[Saved data entries]
□ □ □ □ □ □ □

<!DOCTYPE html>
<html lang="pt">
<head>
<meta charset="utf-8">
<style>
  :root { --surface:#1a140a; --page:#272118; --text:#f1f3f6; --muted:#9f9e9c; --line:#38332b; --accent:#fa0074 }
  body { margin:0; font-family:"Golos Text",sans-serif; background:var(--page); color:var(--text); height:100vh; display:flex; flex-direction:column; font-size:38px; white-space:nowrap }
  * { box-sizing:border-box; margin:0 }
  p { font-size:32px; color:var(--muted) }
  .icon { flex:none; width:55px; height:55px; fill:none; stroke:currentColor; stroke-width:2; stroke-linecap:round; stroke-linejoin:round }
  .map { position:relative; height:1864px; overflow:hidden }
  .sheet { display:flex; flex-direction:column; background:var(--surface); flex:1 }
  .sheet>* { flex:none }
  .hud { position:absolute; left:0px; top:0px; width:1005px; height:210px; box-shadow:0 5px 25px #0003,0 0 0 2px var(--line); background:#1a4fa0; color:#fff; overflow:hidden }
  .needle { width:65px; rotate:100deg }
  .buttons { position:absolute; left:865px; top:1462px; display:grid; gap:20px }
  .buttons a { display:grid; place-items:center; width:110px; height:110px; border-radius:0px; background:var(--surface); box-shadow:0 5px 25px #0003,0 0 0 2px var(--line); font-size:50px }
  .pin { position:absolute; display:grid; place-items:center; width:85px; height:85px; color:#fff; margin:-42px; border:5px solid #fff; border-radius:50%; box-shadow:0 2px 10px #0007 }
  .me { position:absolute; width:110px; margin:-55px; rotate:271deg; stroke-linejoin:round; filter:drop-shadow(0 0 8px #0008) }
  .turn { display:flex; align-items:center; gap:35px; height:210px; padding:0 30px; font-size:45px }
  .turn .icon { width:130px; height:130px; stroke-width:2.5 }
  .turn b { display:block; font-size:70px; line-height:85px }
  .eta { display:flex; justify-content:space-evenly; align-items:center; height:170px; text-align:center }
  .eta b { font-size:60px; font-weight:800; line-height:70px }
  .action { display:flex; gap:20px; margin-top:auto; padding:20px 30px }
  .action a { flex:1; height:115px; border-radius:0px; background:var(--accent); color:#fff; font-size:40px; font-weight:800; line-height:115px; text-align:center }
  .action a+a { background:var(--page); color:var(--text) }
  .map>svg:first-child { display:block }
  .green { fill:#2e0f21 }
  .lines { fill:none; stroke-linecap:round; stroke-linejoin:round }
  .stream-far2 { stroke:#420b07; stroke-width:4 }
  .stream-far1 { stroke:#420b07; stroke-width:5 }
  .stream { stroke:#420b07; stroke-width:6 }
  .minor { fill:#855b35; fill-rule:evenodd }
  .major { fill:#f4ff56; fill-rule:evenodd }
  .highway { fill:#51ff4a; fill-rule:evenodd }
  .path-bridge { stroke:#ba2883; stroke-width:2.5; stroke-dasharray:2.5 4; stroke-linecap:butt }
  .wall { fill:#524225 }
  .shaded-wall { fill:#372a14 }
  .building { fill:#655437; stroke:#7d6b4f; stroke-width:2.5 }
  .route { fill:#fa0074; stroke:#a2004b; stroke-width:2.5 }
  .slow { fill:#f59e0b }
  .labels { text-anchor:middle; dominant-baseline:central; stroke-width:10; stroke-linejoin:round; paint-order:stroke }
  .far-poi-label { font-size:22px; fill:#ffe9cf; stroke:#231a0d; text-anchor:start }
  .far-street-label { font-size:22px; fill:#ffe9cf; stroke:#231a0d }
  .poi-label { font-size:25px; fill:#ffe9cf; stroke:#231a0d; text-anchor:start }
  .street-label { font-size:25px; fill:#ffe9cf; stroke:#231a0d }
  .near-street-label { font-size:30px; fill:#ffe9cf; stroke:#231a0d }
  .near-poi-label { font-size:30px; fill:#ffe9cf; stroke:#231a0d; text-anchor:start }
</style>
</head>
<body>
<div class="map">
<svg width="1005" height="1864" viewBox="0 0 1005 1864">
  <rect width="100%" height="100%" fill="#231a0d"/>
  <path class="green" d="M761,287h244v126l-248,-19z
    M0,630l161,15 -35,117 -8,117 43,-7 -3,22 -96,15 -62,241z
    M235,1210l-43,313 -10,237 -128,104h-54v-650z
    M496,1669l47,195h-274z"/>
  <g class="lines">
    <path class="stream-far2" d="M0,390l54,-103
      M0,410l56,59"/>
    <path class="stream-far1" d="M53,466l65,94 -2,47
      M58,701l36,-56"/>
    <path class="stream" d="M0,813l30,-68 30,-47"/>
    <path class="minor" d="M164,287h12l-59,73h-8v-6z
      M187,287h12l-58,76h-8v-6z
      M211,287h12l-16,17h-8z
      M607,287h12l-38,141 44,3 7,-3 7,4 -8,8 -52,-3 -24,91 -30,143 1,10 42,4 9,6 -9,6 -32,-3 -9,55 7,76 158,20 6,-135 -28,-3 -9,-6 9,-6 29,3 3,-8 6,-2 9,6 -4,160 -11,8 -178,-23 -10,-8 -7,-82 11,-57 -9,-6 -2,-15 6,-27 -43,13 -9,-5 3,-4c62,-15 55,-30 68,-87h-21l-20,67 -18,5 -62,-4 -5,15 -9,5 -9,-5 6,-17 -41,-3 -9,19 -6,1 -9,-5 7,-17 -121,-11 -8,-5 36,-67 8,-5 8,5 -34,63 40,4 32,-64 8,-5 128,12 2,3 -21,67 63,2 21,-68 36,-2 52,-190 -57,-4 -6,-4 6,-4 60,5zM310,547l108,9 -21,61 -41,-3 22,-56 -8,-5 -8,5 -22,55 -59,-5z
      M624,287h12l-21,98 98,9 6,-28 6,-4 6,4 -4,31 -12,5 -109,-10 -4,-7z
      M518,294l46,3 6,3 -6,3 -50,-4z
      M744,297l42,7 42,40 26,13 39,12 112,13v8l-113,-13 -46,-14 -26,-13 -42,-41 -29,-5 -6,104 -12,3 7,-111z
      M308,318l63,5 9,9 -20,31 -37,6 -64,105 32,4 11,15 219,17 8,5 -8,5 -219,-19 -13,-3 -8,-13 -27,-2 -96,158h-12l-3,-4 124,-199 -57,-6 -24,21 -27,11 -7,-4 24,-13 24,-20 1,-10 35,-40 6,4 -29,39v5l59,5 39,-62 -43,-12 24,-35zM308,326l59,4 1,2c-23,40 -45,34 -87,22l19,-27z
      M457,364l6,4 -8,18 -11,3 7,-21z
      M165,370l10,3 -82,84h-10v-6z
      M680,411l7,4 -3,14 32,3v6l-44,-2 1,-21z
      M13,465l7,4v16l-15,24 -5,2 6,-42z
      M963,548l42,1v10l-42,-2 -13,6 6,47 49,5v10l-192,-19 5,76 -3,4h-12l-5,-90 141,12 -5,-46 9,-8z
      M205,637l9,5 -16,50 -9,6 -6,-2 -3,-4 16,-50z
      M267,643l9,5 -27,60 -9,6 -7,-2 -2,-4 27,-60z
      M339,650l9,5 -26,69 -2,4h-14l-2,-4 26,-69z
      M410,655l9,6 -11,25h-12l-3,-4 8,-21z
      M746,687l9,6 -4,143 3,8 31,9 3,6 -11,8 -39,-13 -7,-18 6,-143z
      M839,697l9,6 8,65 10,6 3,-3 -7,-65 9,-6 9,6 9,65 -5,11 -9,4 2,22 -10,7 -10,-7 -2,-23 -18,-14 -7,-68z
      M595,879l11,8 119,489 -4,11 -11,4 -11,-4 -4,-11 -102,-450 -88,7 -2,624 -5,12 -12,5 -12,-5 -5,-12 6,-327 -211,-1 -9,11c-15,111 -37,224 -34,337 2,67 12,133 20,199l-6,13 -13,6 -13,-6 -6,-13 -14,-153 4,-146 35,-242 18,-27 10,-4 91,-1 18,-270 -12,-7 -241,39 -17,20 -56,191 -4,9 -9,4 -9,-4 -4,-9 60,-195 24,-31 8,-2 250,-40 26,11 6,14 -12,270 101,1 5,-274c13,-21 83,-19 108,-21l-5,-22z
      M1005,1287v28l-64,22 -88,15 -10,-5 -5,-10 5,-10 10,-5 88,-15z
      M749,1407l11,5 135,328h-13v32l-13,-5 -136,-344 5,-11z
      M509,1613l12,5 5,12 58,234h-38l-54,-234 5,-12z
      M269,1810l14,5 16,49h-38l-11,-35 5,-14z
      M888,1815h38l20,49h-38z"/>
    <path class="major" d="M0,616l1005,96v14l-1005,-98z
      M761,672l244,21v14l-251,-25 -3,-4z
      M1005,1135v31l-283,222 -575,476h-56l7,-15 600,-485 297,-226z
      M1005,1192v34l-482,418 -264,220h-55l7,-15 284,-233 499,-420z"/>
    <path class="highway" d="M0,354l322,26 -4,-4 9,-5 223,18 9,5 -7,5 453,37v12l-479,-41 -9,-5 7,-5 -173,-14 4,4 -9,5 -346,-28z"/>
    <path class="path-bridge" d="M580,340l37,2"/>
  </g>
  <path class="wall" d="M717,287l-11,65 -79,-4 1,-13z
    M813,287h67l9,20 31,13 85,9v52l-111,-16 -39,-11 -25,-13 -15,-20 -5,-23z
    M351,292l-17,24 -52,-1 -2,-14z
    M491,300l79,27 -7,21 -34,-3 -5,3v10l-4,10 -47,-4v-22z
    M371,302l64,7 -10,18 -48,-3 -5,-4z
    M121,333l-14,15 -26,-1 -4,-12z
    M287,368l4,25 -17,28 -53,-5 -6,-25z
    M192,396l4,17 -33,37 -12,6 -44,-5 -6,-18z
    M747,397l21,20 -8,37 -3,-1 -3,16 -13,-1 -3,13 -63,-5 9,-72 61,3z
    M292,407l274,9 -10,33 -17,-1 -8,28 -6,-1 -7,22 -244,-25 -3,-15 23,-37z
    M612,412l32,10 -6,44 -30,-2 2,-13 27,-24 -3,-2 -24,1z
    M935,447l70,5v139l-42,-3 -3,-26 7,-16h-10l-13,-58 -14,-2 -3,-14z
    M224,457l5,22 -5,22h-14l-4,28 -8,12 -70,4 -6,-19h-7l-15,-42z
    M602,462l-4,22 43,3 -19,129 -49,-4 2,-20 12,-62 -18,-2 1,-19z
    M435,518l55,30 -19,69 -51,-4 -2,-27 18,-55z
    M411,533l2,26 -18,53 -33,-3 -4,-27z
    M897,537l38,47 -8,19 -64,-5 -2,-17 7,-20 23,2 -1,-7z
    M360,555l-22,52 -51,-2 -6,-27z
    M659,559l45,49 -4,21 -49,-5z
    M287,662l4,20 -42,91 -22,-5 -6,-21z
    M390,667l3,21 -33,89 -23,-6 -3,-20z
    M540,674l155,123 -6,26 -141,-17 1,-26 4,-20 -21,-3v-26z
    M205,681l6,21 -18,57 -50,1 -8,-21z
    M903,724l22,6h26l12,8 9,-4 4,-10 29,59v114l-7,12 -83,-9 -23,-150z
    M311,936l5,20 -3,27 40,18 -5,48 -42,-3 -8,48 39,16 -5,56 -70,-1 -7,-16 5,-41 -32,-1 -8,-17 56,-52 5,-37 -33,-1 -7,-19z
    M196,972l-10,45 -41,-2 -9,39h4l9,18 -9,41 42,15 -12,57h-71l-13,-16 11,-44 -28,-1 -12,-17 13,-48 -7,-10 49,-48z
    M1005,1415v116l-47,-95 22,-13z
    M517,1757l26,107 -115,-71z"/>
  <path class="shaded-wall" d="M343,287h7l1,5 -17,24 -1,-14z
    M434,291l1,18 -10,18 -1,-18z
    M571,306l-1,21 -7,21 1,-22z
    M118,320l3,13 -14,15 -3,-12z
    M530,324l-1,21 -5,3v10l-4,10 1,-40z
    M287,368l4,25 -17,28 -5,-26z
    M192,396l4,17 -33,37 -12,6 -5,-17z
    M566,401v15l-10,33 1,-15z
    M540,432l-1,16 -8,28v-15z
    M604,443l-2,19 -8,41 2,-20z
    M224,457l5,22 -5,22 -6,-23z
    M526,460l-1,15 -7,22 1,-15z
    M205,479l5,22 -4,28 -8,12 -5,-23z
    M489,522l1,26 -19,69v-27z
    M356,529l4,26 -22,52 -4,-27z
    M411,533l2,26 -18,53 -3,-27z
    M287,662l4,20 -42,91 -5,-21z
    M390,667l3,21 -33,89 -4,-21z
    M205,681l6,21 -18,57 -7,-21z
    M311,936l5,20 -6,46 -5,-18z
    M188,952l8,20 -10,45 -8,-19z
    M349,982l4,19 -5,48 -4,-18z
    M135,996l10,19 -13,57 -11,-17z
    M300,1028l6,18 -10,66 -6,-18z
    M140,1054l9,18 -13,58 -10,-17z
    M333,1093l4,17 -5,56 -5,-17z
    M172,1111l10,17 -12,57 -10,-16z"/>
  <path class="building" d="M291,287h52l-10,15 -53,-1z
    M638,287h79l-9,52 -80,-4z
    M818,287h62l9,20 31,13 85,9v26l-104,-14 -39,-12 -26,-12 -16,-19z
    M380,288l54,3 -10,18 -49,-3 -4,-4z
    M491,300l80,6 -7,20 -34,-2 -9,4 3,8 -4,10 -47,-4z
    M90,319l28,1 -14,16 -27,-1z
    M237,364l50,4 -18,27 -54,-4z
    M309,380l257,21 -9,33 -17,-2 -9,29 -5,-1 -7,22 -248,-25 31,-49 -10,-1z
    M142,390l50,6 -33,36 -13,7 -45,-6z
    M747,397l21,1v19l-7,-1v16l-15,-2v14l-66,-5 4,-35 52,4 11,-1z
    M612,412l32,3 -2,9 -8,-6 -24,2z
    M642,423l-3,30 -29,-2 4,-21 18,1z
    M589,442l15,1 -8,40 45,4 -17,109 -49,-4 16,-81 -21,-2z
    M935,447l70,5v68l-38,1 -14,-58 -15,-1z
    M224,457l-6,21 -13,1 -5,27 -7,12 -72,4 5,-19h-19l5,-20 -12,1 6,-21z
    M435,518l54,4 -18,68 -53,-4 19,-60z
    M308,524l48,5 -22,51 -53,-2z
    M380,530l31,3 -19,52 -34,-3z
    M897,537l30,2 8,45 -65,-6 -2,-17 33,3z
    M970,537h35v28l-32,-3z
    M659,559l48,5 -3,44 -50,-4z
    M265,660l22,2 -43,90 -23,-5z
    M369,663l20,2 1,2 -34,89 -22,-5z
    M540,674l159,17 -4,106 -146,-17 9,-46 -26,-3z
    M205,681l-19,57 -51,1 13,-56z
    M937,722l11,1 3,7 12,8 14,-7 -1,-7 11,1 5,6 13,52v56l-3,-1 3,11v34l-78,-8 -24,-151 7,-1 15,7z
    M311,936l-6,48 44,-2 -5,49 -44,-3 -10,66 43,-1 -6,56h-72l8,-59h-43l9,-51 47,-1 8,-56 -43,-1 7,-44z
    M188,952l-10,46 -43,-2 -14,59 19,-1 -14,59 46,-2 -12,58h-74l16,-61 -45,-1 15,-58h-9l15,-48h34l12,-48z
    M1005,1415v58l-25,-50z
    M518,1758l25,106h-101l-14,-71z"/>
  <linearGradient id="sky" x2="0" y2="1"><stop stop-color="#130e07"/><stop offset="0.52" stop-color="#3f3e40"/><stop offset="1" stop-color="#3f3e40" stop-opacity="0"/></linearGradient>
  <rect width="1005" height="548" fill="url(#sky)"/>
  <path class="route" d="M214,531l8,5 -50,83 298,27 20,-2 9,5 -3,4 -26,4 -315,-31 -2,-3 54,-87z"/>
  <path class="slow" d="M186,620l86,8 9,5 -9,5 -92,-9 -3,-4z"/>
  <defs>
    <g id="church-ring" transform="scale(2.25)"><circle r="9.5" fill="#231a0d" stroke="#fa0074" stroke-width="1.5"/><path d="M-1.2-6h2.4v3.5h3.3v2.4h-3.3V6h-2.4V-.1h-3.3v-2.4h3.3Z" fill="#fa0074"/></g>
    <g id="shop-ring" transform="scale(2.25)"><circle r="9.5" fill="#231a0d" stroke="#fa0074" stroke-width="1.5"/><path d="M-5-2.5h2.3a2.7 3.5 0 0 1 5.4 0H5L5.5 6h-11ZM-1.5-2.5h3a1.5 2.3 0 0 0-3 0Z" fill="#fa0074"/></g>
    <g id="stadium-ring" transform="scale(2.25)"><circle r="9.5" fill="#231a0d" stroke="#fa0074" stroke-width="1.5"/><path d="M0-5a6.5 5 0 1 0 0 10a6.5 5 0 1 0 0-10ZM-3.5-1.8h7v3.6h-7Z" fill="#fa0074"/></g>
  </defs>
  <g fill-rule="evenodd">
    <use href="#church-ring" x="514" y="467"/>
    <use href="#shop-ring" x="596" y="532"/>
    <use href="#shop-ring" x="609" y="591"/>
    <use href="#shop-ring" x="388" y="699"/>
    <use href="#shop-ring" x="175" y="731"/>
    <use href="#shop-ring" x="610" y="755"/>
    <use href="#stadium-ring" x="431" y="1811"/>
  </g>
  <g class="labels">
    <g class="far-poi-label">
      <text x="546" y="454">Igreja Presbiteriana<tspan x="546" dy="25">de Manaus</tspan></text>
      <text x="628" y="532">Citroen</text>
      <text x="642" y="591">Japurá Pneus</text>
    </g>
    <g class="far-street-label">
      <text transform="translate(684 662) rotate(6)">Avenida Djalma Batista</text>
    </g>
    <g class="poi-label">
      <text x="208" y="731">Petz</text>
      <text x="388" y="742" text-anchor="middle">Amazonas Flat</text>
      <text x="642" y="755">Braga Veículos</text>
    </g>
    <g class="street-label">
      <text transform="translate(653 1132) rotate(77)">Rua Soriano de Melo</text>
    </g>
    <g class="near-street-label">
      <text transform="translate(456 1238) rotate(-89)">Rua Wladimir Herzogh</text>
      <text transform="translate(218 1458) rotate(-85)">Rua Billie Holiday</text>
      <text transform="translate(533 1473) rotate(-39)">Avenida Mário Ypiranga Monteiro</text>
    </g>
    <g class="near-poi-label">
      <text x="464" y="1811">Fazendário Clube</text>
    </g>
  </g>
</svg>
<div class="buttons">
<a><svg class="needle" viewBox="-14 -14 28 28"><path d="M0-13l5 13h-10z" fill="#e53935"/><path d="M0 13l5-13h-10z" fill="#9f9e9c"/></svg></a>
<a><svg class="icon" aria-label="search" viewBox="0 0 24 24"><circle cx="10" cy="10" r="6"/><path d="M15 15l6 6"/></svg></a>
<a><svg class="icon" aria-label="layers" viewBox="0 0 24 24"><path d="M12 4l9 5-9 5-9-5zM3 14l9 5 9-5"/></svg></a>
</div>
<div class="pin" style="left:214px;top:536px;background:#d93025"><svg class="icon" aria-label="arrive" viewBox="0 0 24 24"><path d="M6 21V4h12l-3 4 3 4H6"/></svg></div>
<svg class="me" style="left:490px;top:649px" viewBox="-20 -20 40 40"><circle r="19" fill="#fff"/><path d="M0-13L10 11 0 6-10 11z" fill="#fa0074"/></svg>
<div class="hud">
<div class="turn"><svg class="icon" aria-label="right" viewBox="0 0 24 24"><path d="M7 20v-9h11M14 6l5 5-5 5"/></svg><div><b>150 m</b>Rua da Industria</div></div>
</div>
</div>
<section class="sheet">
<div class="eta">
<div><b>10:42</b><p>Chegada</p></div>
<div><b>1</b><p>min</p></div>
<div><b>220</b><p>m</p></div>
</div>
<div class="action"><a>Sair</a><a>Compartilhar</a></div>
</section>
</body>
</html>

□ □ □ □ □ □ □

Work instruction
Using the string "body" as the search term, count the lines of the data above that hold it and report that number alone.

Task output
3